MONTEVERDI, Vespers, “Duo Seraphim”

Let me try one more piece, a piece I play in class every semester when we discuss the Trinity. Usually students are quite respectful of this piece. In part, I think, that is because I do not tell them that I find it beautiful. After we have talked about the dangers of trying to portray the Trinity in visual art, I tell them that Monteverde was using music to create an “image” of the Trinity in sound, and I’d like them to listen to see if they can hear it. And yet, most semesters the classroom grows unusually still while they listen.

This is a movement from Claudio Monteverdi’s 1610 Vespers, called “Duo Seraphim.” The text begins with two tenors singing (in Latin) a text from Isaiah 6, “Two seraphim were calling one to the other: Holy, holy, holy Lord God of Hosts: the whole earth is full of His glory.” Then a third tenor joins to sing an old translation of 1 John 5:7, “There are three who give testimony in heaven: the Father, the Word and the Holy Spirit: and these three are one.” Then they go back to the song of the seraphim, but this time with three tenors and a more complex harmony. This recording is of Harry Christophers and The Sixteen.

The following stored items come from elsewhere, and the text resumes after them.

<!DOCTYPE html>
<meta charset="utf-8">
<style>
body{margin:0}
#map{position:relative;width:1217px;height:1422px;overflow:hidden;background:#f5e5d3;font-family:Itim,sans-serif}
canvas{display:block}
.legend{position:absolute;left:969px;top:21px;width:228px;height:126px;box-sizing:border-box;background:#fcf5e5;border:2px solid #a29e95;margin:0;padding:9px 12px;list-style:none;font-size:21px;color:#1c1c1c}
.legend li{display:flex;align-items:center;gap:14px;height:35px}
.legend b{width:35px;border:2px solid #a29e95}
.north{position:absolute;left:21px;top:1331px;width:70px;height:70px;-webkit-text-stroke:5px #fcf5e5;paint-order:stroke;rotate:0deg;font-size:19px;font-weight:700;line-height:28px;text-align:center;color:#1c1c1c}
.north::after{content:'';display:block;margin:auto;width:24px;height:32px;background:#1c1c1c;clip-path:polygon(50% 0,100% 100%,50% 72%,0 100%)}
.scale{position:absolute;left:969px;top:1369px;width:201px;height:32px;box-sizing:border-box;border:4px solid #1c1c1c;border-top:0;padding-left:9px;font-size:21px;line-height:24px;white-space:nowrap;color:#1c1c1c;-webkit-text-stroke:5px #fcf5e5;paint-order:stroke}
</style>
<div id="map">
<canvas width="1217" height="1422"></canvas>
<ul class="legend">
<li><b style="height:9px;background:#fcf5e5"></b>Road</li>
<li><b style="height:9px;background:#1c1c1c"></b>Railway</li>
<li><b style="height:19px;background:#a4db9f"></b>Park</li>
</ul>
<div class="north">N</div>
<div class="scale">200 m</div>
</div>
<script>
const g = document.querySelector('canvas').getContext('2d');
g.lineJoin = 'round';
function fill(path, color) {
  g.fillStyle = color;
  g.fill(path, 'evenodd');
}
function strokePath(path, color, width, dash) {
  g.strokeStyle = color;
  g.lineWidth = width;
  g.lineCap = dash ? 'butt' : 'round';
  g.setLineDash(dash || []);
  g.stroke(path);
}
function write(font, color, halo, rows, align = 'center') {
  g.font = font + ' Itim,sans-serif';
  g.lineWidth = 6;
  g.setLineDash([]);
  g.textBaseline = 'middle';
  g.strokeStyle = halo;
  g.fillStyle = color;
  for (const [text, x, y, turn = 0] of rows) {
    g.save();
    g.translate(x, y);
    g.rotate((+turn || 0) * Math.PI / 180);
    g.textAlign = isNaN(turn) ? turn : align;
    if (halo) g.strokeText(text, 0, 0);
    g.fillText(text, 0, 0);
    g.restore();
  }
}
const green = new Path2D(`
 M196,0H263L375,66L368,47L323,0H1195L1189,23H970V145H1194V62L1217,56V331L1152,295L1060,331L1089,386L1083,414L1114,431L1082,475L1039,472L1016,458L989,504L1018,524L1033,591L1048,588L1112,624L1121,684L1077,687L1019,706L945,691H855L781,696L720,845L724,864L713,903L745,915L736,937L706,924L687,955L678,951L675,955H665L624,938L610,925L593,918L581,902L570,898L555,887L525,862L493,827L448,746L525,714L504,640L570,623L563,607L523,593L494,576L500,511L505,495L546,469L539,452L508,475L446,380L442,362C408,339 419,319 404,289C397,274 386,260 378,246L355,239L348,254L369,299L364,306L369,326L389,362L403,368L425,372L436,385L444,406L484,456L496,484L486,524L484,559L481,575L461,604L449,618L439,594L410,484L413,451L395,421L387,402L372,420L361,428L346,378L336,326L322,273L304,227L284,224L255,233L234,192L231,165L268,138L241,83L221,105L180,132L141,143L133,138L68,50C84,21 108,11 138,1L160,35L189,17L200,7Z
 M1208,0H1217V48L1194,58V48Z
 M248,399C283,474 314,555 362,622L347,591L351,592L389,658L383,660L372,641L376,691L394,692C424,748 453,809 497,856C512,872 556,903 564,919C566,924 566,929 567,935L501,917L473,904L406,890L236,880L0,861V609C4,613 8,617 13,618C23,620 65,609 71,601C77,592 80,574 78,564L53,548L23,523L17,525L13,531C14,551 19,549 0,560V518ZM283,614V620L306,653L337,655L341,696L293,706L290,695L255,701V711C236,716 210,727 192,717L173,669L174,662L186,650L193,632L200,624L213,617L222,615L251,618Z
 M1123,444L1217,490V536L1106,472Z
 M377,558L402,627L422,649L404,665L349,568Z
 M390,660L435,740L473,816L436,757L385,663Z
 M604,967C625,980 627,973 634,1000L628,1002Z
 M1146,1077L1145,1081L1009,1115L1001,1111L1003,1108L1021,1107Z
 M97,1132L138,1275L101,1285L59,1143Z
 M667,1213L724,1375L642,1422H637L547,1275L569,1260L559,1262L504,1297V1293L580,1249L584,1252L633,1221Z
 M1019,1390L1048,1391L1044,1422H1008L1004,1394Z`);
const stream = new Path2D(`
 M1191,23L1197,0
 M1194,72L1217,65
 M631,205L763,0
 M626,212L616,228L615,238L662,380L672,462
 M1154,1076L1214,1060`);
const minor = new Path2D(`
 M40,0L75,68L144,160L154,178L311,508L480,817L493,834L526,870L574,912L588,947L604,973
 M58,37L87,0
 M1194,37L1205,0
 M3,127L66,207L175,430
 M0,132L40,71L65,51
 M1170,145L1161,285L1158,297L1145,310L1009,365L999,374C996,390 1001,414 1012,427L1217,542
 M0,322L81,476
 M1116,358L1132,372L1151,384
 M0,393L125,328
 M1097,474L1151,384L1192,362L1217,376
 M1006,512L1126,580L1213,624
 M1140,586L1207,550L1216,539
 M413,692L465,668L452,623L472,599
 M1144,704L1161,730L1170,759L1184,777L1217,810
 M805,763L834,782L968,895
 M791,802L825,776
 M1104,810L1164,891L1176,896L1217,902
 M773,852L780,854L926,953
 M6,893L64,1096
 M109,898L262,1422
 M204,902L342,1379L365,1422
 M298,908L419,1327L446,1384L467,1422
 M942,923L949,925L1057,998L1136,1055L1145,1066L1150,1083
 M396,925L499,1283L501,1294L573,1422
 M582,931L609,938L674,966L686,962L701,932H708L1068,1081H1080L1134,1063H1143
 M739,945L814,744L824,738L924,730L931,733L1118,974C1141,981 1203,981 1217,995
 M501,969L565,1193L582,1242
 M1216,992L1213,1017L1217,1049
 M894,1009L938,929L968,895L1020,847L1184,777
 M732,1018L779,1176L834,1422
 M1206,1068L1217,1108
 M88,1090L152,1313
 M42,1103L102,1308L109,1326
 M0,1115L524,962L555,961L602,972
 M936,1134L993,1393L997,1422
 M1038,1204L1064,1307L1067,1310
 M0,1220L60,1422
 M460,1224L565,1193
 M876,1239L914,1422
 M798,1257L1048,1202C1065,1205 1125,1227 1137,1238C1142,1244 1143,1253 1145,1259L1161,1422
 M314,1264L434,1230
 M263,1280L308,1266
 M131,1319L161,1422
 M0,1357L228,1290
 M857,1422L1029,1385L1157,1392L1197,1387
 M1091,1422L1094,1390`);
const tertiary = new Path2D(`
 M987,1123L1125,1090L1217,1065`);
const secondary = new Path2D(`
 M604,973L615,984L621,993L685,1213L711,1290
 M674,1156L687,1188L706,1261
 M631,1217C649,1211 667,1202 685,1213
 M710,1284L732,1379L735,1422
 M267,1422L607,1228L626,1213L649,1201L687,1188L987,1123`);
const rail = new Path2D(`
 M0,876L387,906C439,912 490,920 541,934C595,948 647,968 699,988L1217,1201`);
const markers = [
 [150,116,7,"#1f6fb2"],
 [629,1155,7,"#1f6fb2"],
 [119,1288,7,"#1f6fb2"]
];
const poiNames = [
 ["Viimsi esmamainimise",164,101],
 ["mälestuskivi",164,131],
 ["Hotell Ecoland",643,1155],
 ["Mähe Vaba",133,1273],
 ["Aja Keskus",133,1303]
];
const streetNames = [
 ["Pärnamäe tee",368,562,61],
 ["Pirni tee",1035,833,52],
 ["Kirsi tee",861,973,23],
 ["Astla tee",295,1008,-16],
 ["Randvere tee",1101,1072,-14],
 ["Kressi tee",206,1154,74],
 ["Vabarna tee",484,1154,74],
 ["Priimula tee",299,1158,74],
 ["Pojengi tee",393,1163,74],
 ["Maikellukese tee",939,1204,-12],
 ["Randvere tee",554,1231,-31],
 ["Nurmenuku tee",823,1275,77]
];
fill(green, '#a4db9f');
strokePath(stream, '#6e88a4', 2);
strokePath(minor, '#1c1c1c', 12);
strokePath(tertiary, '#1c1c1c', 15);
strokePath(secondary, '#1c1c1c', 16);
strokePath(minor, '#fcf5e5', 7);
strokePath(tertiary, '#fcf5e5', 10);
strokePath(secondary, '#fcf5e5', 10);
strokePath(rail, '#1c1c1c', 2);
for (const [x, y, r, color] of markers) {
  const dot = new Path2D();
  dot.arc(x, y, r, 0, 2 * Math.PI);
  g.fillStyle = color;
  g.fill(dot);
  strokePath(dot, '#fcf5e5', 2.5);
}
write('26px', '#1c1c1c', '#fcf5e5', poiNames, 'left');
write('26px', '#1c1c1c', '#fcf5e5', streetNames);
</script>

Duo Seraphim clamabant alter ad alterum:
Sanctus, sanctus, sanctus Dominus Deus Sabaoth:
plena est omnis terra gloria eius.
Tres sunt qui testimonium dant in coelo:
Pater, Verbum, et Spiritus Sanctus;
et hi tres unum sunt.

What I love, especially in this recording, is how closely matched the three voices are, singing lines that weave through each other, making it difficult to tell which voice is where. The effect for me is an impression of the fullness named by the seraphim: my listening space is filled with the glorious, multiplying sound of awe and praise. The singing is more virtuosic than the little section from Gounod, and I have enough voice training to recognize how hard it is and how beautifully executed. I delight in the difficulty of the piece. Elsewhere on this blog, we’ve reflected on the role of knowledge in perceiving beauty, and I think this is another example. Sometimes we need to know more and understand something more deeply in order to perceive its beauty.

Because Monteverdi is not trying to be subtle, most students can hear that the three voices sound remarkably alike, making them good representatives of the three consubstantial persons of the Trinity. Most students can hear that the voices sing in a round sometimes, and in chords other times, and in one particularly obvious place they sing together. So I can exegete the piece with students, but I’m not certain that I’ve been at all effective in sharing my sense of its beauty. (And yes, I am aware that in this exercise I am “using art to illustrate a theological idea,” and in my last post I said that was not what I am aiming for. I’m not aiming for it, but sometimes that’s where I land anyway.)

On the other hand, there are always some students who have a little familiarity with Renaissance choral music. Perhaps they were in a choir that sang madrigals. And they listen to Monteverdi with joy and appreciation and talk to me after class about what a great piece that was. And there are always some students who have never heard anything like this in their lives and can hardly keep from laughing, not in joy but in amusement, because it’s so unfamiliar and strange. How do any of us move from thinking something is strange to thinking that it is beautiful except by exposure, and then by loving attention? Maybe it is really true that if I kept listening to Cecil Taylor I could make that move as well.